_Directions for this task:_
The answer must consist of every line in the records below that contains the string "linejoin".

_Given records:_

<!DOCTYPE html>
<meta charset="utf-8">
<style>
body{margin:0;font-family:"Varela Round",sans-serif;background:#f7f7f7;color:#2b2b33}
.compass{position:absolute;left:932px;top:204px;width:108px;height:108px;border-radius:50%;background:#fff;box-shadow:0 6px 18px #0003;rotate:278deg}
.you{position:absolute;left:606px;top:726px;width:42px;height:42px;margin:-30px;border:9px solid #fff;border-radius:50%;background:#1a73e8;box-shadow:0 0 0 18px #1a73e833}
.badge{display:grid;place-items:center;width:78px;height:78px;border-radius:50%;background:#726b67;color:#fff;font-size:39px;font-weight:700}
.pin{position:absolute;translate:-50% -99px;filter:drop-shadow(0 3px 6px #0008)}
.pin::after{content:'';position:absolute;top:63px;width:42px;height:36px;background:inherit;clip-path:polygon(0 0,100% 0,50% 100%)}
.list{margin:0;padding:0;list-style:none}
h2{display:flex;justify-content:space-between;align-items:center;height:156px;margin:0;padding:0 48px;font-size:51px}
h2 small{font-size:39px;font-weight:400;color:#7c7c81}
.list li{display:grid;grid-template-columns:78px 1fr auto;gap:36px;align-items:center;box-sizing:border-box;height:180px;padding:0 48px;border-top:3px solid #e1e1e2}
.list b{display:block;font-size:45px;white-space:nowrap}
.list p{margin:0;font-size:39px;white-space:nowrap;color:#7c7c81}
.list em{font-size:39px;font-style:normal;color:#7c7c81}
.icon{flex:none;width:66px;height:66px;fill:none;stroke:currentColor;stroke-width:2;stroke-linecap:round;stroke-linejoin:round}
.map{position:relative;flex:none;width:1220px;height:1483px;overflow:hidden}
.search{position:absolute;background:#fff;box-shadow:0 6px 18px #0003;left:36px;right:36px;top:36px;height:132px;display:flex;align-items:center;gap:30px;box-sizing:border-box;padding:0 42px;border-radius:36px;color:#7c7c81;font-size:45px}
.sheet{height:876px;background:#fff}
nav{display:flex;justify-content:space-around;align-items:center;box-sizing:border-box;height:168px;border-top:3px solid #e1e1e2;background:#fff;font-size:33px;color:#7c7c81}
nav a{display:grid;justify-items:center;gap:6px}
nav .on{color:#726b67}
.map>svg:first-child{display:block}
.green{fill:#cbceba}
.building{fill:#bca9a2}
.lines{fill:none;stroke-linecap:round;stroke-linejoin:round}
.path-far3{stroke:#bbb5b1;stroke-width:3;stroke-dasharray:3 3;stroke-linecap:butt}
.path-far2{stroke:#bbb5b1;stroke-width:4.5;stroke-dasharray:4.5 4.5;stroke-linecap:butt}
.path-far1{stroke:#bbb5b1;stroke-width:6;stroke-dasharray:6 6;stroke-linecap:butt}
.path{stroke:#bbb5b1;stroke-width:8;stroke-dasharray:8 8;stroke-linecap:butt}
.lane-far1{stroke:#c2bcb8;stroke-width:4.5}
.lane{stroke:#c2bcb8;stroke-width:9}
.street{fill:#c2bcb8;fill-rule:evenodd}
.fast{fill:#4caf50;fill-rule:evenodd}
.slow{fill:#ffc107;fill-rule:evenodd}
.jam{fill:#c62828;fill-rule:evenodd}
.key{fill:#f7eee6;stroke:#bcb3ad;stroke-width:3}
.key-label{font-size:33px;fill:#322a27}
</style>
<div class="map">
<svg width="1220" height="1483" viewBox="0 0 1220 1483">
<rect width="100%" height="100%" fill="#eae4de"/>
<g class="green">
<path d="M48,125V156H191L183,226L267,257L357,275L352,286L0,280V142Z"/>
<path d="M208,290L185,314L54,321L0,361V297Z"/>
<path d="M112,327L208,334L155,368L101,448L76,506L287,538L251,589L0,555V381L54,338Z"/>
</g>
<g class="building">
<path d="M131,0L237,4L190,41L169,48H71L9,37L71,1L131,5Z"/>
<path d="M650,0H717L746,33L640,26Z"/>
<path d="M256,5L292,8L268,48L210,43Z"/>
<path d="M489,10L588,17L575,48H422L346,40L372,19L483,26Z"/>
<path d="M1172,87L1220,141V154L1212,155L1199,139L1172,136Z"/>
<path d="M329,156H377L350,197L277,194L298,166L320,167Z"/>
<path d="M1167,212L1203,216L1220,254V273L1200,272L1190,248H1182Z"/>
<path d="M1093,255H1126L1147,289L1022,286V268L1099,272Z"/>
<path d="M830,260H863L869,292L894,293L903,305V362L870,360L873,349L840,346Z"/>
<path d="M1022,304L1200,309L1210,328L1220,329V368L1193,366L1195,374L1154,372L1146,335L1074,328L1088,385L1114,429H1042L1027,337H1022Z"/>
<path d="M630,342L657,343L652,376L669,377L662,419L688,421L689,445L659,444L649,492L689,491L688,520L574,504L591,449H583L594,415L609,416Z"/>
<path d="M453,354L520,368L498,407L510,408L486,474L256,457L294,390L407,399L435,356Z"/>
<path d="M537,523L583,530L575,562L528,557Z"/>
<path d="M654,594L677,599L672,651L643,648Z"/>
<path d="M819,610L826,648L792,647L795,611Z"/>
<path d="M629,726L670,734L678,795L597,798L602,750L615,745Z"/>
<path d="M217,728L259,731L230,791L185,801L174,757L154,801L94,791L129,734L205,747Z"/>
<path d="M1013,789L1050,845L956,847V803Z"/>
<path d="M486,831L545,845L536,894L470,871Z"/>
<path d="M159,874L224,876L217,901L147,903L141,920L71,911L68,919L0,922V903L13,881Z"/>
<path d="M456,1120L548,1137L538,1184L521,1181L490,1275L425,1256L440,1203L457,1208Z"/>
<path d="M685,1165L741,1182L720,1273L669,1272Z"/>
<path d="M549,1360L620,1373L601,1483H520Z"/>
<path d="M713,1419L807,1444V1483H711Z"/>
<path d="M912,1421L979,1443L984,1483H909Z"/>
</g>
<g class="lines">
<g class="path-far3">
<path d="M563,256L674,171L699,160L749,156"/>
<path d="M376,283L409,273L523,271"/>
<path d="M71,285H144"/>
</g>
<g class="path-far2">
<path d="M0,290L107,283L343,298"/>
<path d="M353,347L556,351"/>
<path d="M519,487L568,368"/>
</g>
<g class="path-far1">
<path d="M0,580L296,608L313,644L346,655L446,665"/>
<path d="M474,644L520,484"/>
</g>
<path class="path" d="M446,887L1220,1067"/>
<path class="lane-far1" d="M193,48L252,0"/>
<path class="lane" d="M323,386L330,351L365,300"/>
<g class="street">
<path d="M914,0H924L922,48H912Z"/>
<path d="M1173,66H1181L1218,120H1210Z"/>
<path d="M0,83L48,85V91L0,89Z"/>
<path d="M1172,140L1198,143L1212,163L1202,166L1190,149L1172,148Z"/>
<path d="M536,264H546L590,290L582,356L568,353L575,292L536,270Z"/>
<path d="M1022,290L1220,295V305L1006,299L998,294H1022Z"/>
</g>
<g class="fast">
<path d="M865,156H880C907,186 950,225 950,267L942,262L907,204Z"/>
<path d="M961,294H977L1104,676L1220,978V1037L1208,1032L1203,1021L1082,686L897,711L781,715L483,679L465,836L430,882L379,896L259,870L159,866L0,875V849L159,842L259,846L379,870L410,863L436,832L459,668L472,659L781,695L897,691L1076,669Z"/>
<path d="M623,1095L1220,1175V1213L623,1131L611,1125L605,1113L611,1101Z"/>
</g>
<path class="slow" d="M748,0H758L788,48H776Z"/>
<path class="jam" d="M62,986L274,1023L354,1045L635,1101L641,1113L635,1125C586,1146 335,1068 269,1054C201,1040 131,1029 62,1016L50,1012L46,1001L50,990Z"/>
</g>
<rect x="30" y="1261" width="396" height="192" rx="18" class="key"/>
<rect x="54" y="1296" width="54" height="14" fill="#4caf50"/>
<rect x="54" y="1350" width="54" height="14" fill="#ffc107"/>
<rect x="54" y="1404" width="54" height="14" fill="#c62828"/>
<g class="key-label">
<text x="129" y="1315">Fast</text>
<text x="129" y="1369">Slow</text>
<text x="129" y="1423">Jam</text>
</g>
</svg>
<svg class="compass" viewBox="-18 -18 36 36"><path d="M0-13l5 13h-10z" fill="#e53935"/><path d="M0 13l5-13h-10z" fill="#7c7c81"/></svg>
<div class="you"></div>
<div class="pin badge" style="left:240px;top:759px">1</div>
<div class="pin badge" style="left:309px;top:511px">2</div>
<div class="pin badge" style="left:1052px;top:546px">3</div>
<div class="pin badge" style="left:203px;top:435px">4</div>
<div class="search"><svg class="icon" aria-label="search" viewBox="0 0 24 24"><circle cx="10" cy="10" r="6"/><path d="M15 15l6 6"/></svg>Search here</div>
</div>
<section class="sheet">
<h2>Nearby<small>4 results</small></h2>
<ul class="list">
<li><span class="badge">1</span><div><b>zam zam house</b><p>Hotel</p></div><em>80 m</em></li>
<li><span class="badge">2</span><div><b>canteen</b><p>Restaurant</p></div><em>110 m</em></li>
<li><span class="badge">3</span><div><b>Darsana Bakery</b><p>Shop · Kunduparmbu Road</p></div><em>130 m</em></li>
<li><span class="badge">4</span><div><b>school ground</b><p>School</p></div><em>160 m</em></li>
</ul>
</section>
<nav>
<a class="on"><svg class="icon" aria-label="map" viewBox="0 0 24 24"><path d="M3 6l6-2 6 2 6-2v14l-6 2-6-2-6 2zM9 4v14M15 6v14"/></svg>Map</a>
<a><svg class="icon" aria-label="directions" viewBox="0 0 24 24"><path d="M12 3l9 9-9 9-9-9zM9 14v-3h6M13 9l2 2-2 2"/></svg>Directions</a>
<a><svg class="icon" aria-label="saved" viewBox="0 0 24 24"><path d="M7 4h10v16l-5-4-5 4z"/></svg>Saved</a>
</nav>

_Completed exercise:_
.icon{flex:none;width:66px;height:66px;fill:none;stroke:currentColor;stroke-width:2;stroke-linecap:round;stroke-linejoin:round}
.lines{fill:none;stroke-linecap:round;stroke-linejoin:round}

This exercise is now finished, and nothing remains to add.